● Work order: Report, as a bare number, how many lines of the material below contain the word "JSON".

● Records supplied:
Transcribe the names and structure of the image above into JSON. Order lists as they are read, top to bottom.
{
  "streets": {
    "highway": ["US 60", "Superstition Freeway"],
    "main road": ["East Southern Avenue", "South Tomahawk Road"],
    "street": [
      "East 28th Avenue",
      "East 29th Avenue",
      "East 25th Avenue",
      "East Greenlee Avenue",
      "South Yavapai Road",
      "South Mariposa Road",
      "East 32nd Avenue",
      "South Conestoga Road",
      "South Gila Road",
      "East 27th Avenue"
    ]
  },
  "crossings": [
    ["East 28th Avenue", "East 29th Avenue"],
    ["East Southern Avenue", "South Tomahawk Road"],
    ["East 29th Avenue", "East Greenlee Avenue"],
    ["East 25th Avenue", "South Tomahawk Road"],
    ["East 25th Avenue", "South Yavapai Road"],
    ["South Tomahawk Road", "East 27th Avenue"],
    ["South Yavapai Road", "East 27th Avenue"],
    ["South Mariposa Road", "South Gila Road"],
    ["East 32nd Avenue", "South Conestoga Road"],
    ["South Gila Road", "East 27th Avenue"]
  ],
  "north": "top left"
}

---

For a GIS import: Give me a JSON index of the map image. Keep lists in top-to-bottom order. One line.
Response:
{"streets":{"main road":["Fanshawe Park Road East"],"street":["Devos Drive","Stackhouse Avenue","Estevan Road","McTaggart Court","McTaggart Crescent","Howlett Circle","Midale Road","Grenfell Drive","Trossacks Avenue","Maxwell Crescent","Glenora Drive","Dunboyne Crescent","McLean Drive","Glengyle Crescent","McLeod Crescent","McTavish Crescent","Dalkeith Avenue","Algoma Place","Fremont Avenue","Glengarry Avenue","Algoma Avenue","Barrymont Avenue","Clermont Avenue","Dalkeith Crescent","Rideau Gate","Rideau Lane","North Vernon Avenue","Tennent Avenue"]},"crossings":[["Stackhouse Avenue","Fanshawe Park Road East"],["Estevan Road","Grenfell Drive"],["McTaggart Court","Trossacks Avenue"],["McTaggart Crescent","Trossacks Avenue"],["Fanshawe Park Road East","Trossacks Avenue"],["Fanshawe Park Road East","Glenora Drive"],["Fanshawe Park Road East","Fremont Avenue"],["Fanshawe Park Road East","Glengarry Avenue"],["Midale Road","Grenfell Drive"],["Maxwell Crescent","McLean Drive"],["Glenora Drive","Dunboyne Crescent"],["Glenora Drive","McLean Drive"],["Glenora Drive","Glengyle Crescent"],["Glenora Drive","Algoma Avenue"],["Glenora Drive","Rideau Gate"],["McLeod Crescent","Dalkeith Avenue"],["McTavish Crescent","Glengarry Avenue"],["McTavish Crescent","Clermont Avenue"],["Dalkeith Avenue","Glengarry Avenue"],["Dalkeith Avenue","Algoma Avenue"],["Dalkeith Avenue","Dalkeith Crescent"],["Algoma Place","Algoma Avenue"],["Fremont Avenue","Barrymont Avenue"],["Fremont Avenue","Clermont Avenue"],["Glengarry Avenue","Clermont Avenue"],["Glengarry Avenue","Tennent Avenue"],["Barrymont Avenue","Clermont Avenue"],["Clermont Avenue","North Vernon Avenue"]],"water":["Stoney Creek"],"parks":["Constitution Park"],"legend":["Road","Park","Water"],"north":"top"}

● Result of this task: 2